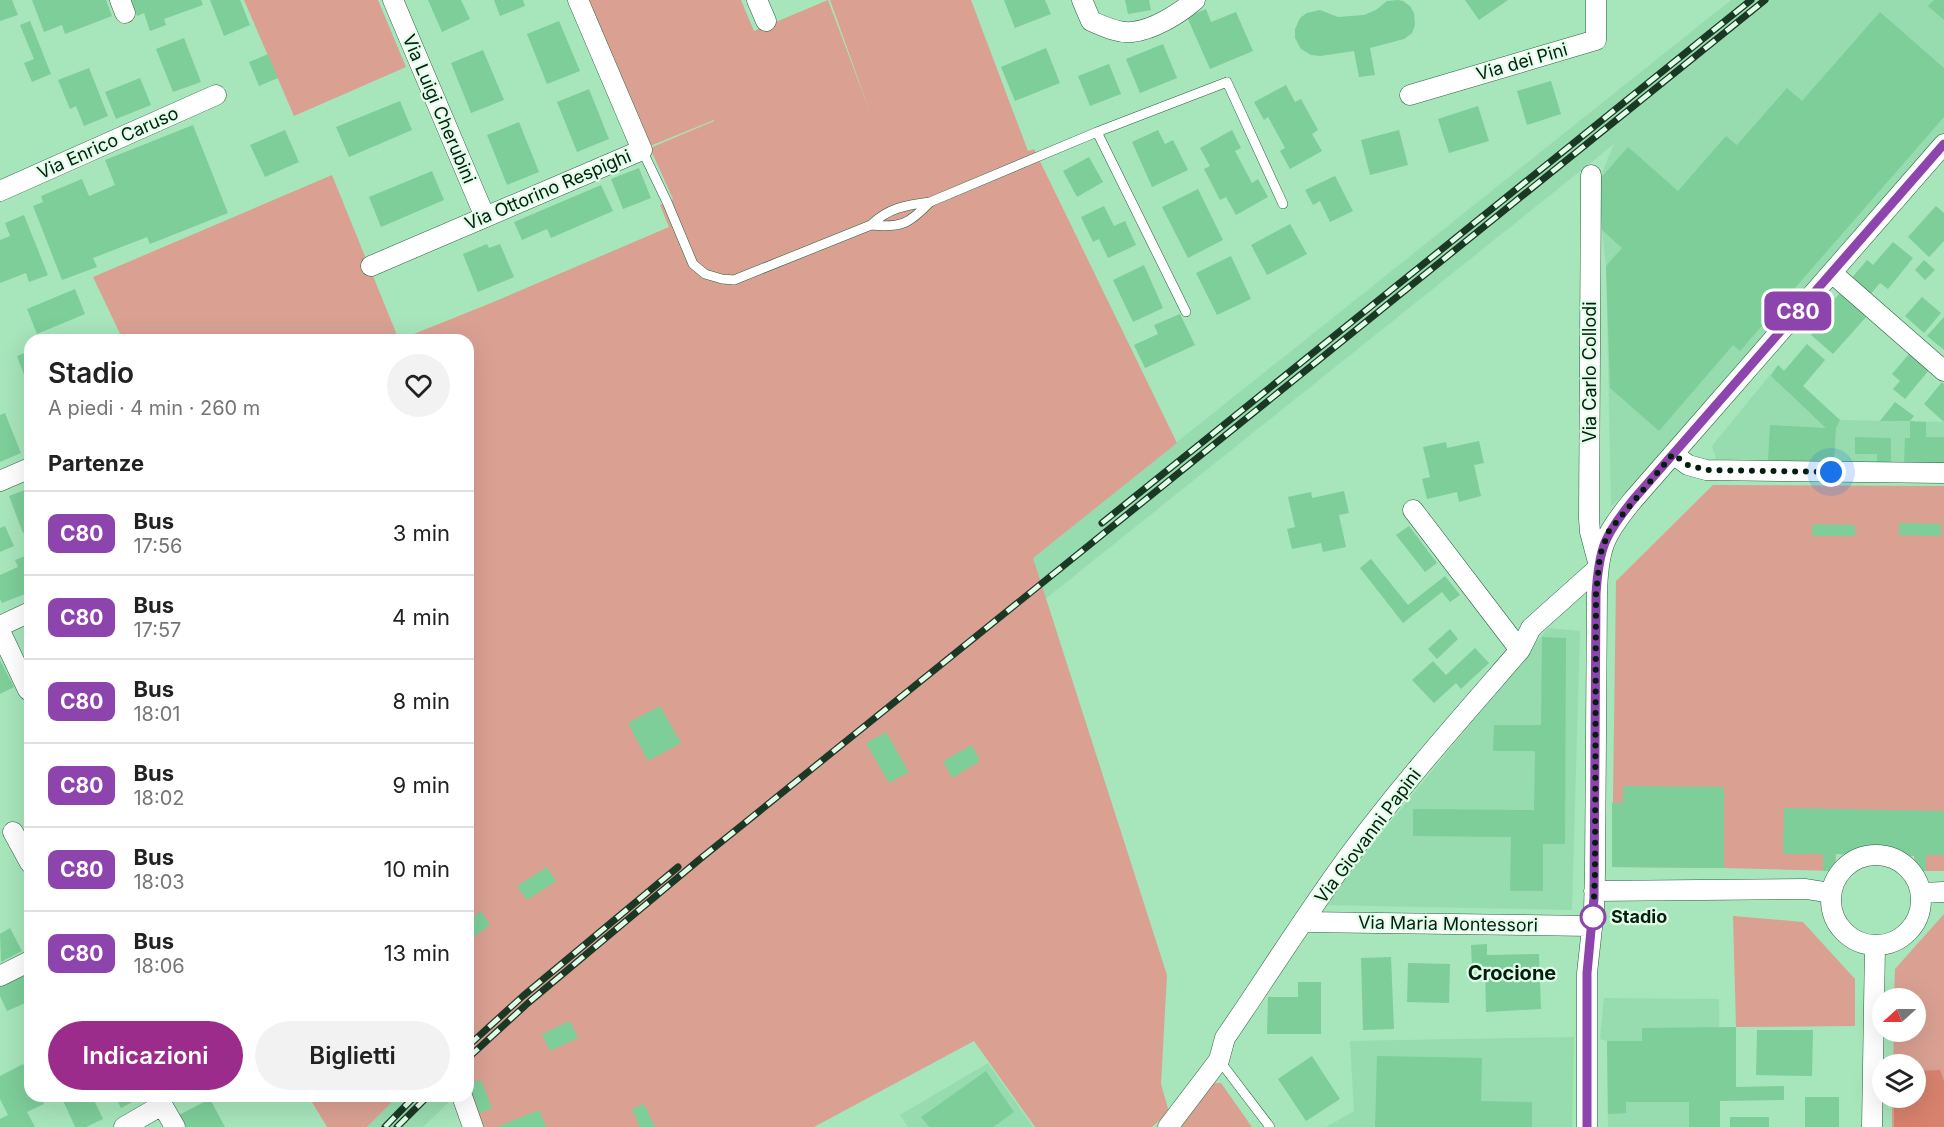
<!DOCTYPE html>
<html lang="it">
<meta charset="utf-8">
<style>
body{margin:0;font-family:Inter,sans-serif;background:#f2f2f2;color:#222;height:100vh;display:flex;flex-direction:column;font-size:22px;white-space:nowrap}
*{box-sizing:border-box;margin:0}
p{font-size:20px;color:#767676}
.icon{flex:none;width:33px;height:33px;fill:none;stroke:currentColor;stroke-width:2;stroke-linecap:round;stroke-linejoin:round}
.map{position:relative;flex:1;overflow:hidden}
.details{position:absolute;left:24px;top:334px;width:450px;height:768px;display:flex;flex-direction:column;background:#fff;border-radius:18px;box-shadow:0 6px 24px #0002}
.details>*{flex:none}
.badge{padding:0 12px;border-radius:9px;font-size:21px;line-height:39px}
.needle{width:39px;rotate:249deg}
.buttons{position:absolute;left:1872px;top:988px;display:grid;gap:12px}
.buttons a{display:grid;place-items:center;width:54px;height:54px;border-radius:50%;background:#fff;box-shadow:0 6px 24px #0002;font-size:30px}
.you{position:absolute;width:30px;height:30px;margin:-15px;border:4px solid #fff;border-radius:50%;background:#1a73e8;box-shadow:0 0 0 9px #1a73e833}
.map>.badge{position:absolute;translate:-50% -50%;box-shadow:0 0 0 3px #fff}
h2{padding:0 24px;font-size:22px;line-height:54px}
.round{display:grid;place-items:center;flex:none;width:63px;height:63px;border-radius:32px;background:#f2f2f2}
.overview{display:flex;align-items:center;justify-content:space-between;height:102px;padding:0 24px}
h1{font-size:28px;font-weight:600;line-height:45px}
.action{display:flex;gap:12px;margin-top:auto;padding:12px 24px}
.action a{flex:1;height:69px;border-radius:36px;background:#9b2c8b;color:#fff;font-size:24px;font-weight:600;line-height:69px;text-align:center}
.action a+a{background:#f2f2f2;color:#222}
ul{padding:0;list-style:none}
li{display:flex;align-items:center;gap:18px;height:84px;padding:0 24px;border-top:2px solid #e0e0e0}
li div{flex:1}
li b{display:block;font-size:22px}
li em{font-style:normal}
li .badge{min-width:66px;font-weight:700;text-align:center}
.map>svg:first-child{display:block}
.built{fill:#97dcae}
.green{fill:#daa193}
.forest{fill:#d7826e}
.building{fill:#7dce99}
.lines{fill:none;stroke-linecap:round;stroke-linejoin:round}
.service-casing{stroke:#26613d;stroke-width:10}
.minor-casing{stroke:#26613d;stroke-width:21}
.service{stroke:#fff;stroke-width:9}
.minor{stroke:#fff;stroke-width:20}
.rail-casing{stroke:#1b3825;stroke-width:7}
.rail{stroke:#e0fee8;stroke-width:4.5;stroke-dasharray:14;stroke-linecap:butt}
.line-casing{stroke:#fff;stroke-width:14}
.line{stroke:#8e44ad;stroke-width:9}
.walk{stroke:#061e0f;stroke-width:6;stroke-dasharray:0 10.8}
.stop-dot{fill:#fff;stroke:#8e44ad;stroke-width:3}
.labels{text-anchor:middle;stroke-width:4.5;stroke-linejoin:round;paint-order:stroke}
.street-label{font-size:18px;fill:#061e0f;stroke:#e0fee8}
.stop-label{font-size:18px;font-weight:bold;fill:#061e0f;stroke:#e0fee8;text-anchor:start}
.neighbourhood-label{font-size:20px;font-weight:bold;fill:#061e0f;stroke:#e0fee8}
</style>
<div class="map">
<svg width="1944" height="1127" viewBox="0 0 1944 1127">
<rect width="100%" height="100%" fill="#a7e5bb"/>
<path class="built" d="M1731,0H1944V140L1674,443L1611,507L1606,266L1602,230L1599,180L1614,144L864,744L1033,557Z
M1778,365L1840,420L1944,422V465L1716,459L1712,446Z
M1548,628L1580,631L1572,910L1323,905Z
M1604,998L1719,999L1720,1127H1608L1607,1041L1600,1039Z
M1574,1037L1572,1127H1326L1354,1111L1350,1041Z
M988,1063L1033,1127H908L900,1115Z
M397,1097H454L423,1127H367Z"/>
<path class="green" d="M244,0H378L406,67L294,116Z
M588,0H741L754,31L828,0L870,112L830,0H971L1028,151L1034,149L1177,443L1033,558L1167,975L1161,1084L1169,1112L1152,1127H1035L974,1041L814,1127H484L468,1087V340H123L93,277L332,175L399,340L491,303L669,227L660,205L673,199L650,148L714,121V120L650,146Z
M1713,485L1944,486V871H1915L1914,856L1836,854L1835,871L1724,868L1612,867L1616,581Z
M1944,914V1127H1892V1098H1916V1065H1893L1894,1032H1916V999H1894L1895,969Z
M1733,916L1803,922L1855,979V1026L1736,1027Z
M1211,1083H1221L1252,1127H1178Z
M309,1097H397L367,1127H327Z"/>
<path class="forest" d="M1940,1070L1944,1081V1127H1894V1098H1916V1071Z"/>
<path class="building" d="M0,0H12L18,15L0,21Z
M32,0H106L112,16L65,34L62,25L44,32Z
M131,0H201L203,5L164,19L166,25L150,31L144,13L137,16Z
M210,0H240L250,25L224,36Z
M428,0H461L470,19L442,32Z
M494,0H523L525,6L500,16Z
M1004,0H1045L1051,14L1015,28Z
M1125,0H1149L1151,10L1128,14Z
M1398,0L1403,1L1410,6L1414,13L1415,25L1412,33L1404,39L1370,48L1375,75L1359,77L1354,51L1320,56L1311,55L1301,49L1295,38V29L1300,18L1307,13L1320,10L1338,17L1364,15L1376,10L1387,1Z
M1465,0H1508L1479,20Z
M1934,0H1944V20L1928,6Z
M1206,9L1211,22L1236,12L1253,51L1210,69L1187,17Z
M1880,12L1944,68V117L1740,351L1733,345L1659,431L1610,388L1606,266L1622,248L1602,230L1599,180L1628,147L1678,191L1726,136L1737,145L1787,88L1802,101Z
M30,21L51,74L32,82L24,63L34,59L20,25Z
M559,21L580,71L547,84L527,34Z
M184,38L201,82L173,92L156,49Z
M1163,44L1177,78L1140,93L1126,59Z
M1046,48L1060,83L1015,101L1001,67Z
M483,50L504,100L471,113L451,63Z
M268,54L278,78L259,86L249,62Z
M1109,64L1121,94L1090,106L1078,76Z
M89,68L108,116L84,126L76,106L70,109L58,80Z
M140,78L151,105L116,119L105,92Z
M1551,81L1561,114L1527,125L1517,91Z
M1286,85L1295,102L1301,99L1318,130L1312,134L1322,151L1290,169L1280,151L1285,148L1268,117L1264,120L1254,102Z
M589,89L609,139L577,152L557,102Z
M400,101L412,130L349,157L336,127Z
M1478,106L1489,141L1449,153L1438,119Z
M519,122L539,172L507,185L487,135Z
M193,125L228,213L150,244L147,237L93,258L97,267L62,280L33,206L43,202L41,196L82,179L89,196L115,185L105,160Z
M285,130L299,162L265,177L250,145Z
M1158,130L1165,144L1173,140L1188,170L1152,187L1132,142Z
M1232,130L1241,148L1235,151L1252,183L1258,179L1268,197L1236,215L1226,197L1220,200L1204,169L1210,166L1200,148Z
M1399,130L1408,165L1370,175L1361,140Z
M1089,157L1103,182L1077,197L1063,171Z
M639,168L651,198L623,209L611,179Z
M432,171L444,200L381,227L369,197Z
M1335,176L1353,211L1330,222L1320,201L1313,205L1305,190Z
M601,185L613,211L551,238L547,229L522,240L514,222Z
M1198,189L1223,240L1188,258L1162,207Z
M1104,206L1114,226L1125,221L1136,245L1108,258L1099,239L1093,242L1081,217Z
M1936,206L1944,213V241L1929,257L1908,237Z
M24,215L48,275L29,282L26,273L0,283V240L10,236L5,223Z
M1290,224L1307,254L1267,275L1251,245Z
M1893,242L1913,258L1888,289L1880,283L1869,296L1850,280L1867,260L1873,265Z
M487,244L489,248L500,244L514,277L478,292L463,254Z
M1231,256L1251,299L1217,315L1196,273Z
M1924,260L1935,270L1925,280L1915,270Z
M1144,265L1163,308L1133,322L1113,280Z
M75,289L85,314L37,334L27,309Z
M1841,292L1867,316L1833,354L1811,335L1830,314L1825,310Z
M1922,297L1941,313L1924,333L1905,316Z
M1180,314L1195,345L1145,368L1134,345L1158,334L1154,325Z
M1944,317V350L1927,336Z
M1807,344L1825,360L1803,386L1840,420L1836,428L1834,463L1768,460L1770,425L1826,428L1771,376L1778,365L1784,371Z
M30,351V372L24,375L17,356Z
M1910,353L1929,370L1905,399L1893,389L1900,381L1892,374Z
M1942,382L1944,384V422L1924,404Z
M1895,402L1914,416L1910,421H1880Z
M5,413L21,453L0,462V415Z
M1910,421L1926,422V437H1944V465H1904L1905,438H1910Z
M1855,437L1891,438V462H1877V454H1855Z
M1479,441L1484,463L1474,465L1481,496L1459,502L1457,492L1427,499L1422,479L1430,477L1423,447L1446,442L1447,448Z
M30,488V531L23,533L9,496Z
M1344,491L1349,513L1339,515L1346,547L1323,552L1321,543L1292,549L1287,529L1295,527L1288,497L1311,492L1312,498Z
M1899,523L1941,524V536L1899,535Z
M1813,524L1855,525V536H1812Z
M5,526L14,546L0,552V528Z
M1409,526L1437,563L1425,572L1396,535Z
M30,554V592L2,603L0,599V575L18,567L15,560Z
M1371,559L1408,605L1445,576L1460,595L1450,602L1442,592L1403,623L1360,568Z
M1450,629L1458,639L1437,659L1428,649Z
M1542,637L1566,638L1565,844H1543V891H1510L1511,837L1413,836V809L1534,810L1535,751H1493L1494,725H1541Z
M1475,648L1489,663L1461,689L1456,683L1434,703L1412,680L1433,661L1446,675Z
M0,660L14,687L0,694Z
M660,706L681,743L648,761L628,723Z
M886,732L909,772L889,783L866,743Z
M972,745L980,761L952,778L943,761Z
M1623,786L1724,787V868L1612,867V803H1623Z
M1784,808L1944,811V855H1926V871H1915V856L1835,854V871H1823V854H1783Z
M547,867L556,881L527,900L517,886Z
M481,911L490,925L468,941V921Z
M10,928L22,951L1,962L0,934Z
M1487,944V955L1539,954L1541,1009L1486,1012L1485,968H1472L1471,945Z
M1391,957L1394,1029L1363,1030L1361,958Z
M1408,963L1450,964L1449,1003L1407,1002Z
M24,975L30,988V1001L7,1011L0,996V986Z
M1298,982H1321V1034H1267L1268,997H1298Z
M570,1021L578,1038L550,1051L542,1034Z
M1736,1027V1087L1784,1086V1100L1720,1101V1127H1689V1102H1626V1113L1608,1114L1607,1041H1642V1028Z
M1757,1030H1813L1812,1076L1756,1075Z
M1312,1056L1340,1099L1306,1121L1278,1079Z
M1377,1056L1482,1058L1481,1101L1532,1102V1127H1375Z
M23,1064L30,1077V1096H40L44,1104L27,1112L35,1127H0V1119L8,1115L0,1099V1076Z
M986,1071L1014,1112L993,1127H929L921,1117Z
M481,1080L492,1108L480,1113L469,1084Z
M61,1096H92L103,1119L86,1127H75Z
M115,1096H139L140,1098L121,1108Z
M1805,1097H1839V1127H1805Z
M210,1099L225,1127H186L179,1115Z
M644,1104L655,1127H640L632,1109Z
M539,1110L546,1127H497Z
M1730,1117H1769V1127H1730Z"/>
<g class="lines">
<defs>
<path id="service" d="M1097,132L1186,312
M642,150L667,202L693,264L705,274L722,279L734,280L871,225C901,228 909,224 930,202L1097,132L1227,82L1283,204
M871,225C888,208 906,205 930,202
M1219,1060L1270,1127"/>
<path id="minor" d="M120,0L125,13
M393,0L485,217
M757,0L766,21
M1082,0L1091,21C1103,26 1119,34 1132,32C1153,30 1179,14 1195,0
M1410,95L1596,40V0
M1591,175L1589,519L1590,532L1598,562
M0,191L216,95
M371,266L642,150L578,0
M1832,273L1944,371
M1673,454L1688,465L1706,470L1944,473
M0,481L30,468
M1413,510L1520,650
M0,626L30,612
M0,631L28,690
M13,832L30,863
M1831 900a45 45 0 1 1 90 0a45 45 0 1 1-90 0Z
M1594,891L1806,889L1831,893
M1921,893L1944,892
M1304,922L1592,926
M0,976L30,961
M157,1096L175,1127
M462,1096L473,1127
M124,1127L162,1105
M1168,1127L1219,1060L1225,1038C1266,978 1305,916 1348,857C1401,785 1461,718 1520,650L1531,628L1598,568
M1587,1127V973L1594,910L1595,873L1597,594C1598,548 1604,535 1633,500L1944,144
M1872,1127L1875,946"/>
</defs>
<use href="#service" class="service-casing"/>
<use href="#minor" class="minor-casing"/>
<use href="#service" class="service"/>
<use href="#minor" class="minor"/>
<defs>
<path id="rail" d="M1102,523L1751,0
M468,1046L523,996L678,867
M468,1058L528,1003L700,859L1765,0
M385,1127L415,1096
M397,1127L428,1096"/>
</defs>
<use href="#rail" class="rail-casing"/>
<use href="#rail" class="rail"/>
</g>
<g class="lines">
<defs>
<path id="line" d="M1587,1127V973L1594,898L1596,594C1599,548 1604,536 1633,500L1944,144"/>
</defs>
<use href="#line" class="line-casing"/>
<use href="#line" class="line"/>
<path class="walk" d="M1593,917V923L1595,873L1596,594L1600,555L1609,531L1673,454L1688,465L1706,470L1831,472"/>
</g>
<circle class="stop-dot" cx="1593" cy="917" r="12"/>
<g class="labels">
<g class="street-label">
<text transform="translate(1522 62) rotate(-16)" y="6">Via dei Pini</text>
<text transform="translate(439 109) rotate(67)" y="6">Via Luigi Cherubini</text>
<text transform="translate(108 143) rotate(-24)" y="6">Via Enrico Caruso</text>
<text transform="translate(548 190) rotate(-23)" y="6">Via Ottorino Respighi</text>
<text transform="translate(1590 372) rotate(-90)" y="6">Via Carlo Collodi</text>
<text transform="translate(1368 836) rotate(-53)" y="6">Via Giovanni Papini</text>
<text transform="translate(1448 924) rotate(1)" y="6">Via Maria Montessori</text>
</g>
<g class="stop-label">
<text x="1611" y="923">Stadio</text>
</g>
<g class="neighbourhood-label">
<text x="1512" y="980">Crocione</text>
</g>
</g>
</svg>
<div class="buttons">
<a><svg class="needle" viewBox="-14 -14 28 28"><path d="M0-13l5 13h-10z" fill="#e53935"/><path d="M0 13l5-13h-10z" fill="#767676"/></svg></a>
<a><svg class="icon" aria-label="layers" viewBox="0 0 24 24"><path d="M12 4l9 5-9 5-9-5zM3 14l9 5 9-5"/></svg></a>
</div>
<div class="you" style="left:1831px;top:472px"></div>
<b class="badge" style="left:1798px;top:311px;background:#8e44ad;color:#fff">C80</b>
<section class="details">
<div class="overview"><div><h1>Stadio</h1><p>A piedi · 4 min · 260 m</p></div><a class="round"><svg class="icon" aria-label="heart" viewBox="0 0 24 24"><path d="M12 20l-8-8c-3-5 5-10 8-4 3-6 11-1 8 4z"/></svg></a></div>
<h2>Partenze</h2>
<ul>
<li><span class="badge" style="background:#8e44ad;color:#fff">C80</span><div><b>Bus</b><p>17:56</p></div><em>3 min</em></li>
<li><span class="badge" style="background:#8e44ad;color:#fff">C80</span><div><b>Bus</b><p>17:57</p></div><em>4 min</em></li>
<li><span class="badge" style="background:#8e44ad;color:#fff">C80</span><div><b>Bus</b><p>18:01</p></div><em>8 min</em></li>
<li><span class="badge" style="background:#8e44ad;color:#fff">C80</span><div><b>Bus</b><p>18:02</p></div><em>9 min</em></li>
<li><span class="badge" style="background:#8e44ad;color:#fff">C80</span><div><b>Bus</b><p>18:03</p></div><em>10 min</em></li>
<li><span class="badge" style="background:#8e44ad;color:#fff">C80</span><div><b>Bus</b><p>18:06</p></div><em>13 min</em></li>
</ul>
<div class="action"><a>Indicazioni</a><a>Biglietti</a></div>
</section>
</div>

Problem requirements: Look through the records and copy down every line that holds "service".

Task solution:
.service-casing{stroke:#26613d;stroke-width:10}
.service{stroke:#fff;stroke-width:9}
<path id="service" d="M1097,132L1186,312
<use href="#service" class="service-casing"/>
<use href="#service" class="service"/>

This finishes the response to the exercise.